_Exercise_:
From the data that follows, copy every line holding the string "overflow".
(Available data Opens)
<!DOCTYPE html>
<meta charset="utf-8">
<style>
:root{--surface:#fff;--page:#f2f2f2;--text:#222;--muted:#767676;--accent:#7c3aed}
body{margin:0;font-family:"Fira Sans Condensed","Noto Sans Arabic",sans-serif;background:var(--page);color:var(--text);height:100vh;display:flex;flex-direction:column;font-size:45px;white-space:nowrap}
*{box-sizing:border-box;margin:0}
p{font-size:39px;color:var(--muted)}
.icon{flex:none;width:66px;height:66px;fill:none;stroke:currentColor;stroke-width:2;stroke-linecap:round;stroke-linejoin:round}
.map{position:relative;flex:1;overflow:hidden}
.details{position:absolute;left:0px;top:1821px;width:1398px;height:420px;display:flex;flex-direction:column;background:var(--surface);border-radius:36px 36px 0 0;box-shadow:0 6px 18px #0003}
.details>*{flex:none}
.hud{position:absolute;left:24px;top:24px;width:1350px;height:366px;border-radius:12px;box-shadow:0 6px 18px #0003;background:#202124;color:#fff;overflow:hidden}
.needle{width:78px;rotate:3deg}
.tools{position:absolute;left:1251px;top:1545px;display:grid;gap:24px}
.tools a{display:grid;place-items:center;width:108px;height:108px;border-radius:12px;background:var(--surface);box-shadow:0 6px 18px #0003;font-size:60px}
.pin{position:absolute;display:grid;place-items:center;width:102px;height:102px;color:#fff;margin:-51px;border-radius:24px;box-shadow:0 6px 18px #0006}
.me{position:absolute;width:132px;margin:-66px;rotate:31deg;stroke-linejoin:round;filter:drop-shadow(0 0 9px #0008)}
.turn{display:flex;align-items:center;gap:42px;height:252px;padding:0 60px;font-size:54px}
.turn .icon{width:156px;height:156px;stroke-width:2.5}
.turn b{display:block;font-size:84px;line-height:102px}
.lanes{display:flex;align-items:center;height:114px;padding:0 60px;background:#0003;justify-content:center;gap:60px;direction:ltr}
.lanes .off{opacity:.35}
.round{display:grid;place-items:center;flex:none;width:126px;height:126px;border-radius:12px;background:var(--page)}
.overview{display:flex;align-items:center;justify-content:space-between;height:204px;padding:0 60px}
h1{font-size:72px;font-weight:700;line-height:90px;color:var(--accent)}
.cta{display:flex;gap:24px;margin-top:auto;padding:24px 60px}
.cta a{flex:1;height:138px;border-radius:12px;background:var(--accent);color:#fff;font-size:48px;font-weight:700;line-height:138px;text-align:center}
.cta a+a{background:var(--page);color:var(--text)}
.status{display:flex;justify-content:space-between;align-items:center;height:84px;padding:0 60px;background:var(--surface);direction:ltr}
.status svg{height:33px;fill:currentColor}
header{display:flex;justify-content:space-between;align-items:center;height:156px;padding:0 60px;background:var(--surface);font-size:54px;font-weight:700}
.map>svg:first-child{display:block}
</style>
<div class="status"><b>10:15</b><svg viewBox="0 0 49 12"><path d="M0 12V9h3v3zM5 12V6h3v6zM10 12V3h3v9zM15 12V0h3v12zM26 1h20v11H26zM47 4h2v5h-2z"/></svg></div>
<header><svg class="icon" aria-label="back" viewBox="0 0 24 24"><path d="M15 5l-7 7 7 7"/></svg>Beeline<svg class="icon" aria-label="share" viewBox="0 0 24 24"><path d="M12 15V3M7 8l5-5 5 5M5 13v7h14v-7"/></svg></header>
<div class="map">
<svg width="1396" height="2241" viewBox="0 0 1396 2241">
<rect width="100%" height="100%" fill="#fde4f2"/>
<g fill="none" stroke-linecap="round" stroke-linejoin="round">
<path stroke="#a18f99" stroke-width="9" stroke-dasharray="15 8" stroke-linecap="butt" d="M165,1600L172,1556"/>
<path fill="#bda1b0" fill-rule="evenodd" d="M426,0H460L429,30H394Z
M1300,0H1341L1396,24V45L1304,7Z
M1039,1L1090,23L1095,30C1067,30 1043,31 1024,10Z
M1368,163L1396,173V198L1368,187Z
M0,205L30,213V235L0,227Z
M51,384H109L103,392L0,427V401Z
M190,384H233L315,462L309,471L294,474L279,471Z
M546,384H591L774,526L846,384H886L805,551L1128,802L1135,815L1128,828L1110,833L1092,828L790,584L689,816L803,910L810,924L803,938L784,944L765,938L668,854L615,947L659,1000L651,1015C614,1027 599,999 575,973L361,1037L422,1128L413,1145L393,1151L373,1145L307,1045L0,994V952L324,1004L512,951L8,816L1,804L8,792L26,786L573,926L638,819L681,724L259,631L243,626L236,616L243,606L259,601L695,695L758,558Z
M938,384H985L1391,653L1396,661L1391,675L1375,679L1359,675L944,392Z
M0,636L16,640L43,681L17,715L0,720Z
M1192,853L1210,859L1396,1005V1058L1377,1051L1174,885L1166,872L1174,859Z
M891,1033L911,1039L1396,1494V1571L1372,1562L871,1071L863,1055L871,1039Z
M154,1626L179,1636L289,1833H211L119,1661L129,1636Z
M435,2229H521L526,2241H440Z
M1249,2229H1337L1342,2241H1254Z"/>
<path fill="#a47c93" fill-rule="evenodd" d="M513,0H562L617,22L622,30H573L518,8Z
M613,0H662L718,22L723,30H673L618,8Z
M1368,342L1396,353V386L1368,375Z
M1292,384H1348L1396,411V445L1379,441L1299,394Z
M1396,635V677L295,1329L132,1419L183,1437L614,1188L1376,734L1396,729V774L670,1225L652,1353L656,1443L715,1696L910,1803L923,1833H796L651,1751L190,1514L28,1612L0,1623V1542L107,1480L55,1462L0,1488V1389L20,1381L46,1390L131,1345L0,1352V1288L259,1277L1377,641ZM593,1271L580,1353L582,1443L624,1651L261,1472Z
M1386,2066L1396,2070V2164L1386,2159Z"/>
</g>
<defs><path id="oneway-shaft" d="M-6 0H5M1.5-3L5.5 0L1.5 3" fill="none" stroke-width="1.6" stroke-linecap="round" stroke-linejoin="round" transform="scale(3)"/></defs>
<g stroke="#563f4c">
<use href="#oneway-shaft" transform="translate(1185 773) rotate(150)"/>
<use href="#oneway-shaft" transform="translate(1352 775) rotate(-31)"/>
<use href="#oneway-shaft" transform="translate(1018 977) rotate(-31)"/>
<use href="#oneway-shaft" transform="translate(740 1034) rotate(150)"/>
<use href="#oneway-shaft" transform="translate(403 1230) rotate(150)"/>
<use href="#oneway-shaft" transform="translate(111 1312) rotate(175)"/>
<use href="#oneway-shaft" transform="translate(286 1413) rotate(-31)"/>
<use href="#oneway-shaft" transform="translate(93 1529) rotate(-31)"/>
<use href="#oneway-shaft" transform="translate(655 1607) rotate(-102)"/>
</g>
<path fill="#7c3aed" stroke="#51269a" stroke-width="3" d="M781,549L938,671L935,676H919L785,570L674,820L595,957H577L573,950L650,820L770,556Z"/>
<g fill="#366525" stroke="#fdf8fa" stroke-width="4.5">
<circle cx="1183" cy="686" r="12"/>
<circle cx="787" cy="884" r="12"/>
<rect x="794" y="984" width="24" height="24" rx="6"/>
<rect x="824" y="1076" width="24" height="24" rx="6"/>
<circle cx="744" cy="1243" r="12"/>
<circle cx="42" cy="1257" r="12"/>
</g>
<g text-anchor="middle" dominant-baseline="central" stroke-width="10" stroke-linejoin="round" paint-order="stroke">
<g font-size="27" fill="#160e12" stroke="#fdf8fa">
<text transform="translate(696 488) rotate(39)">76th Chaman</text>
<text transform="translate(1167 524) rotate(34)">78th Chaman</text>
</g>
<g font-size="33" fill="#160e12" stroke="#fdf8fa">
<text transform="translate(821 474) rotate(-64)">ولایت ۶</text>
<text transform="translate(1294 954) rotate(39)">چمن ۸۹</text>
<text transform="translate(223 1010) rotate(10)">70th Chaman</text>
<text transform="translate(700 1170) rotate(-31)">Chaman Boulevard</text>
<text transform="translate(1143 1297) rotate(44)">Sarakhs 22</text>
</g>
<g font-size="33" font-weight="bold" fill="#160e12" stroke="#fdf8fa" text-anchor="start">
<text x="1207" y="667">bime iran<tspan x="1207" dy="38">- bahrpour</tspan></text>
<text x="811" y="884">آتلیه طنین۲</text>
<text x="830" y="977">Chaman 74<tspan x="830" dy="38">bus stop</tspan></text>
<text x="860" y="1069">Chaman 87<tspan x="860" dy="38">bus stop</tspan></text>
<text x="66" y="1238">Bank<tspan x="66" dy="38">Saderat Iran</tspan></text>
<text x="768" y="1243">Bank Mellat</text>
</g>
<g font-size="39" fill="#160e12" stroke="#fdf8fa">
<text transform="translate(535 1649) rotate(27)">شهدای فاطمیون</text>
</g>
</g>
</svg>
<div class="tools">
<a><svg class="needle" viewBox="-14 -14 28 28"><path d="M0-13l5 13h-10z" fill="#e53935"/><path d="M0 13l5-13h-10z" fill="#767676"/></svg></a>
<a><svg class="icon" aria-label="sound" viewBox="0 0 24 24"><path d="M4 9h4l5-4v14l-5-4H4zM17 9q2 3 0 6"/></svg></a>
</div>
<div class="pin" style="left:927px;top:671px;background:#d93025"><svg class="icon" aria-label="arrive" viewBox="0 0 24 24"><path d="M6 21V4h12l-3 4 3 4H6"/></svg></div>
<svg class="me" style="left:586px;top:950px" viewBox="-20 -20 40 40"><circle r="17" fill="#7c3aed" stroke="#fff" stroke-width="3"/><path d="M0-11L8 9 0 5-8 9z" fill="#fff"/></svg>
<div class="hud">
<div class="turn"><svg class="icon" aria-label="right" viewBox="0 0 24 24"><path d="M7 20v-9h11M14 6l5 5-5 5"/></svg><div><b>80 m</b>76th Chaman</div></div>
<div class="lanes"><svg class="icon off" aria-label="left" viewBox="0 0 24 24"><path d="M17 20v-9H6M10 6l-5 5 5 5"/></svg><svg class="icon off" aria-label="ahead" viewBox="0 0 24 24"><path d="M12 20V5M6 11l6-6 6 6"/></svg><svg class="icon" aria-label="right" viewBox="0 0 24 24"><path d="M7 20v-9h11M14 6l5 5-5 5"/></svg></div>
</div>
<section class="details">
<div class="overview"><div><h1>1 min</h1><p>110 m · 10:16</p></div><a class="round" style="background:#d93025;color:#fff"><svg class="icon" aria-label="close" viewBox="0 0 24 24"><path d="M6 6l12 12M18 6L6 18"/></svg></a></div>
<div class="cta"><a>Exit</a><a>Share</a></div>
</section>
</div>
(Available data Closes)
_Solution for this problem_:
.map{position:relative;flex:1;overflow:hidden}
.hud{position:absolute;left:24px;top:24px;width:1350px;height:366px;border-radius:12px;box-shadow:0 6px 18px #0003;background:#202124;color:#fff;overflow:hidden}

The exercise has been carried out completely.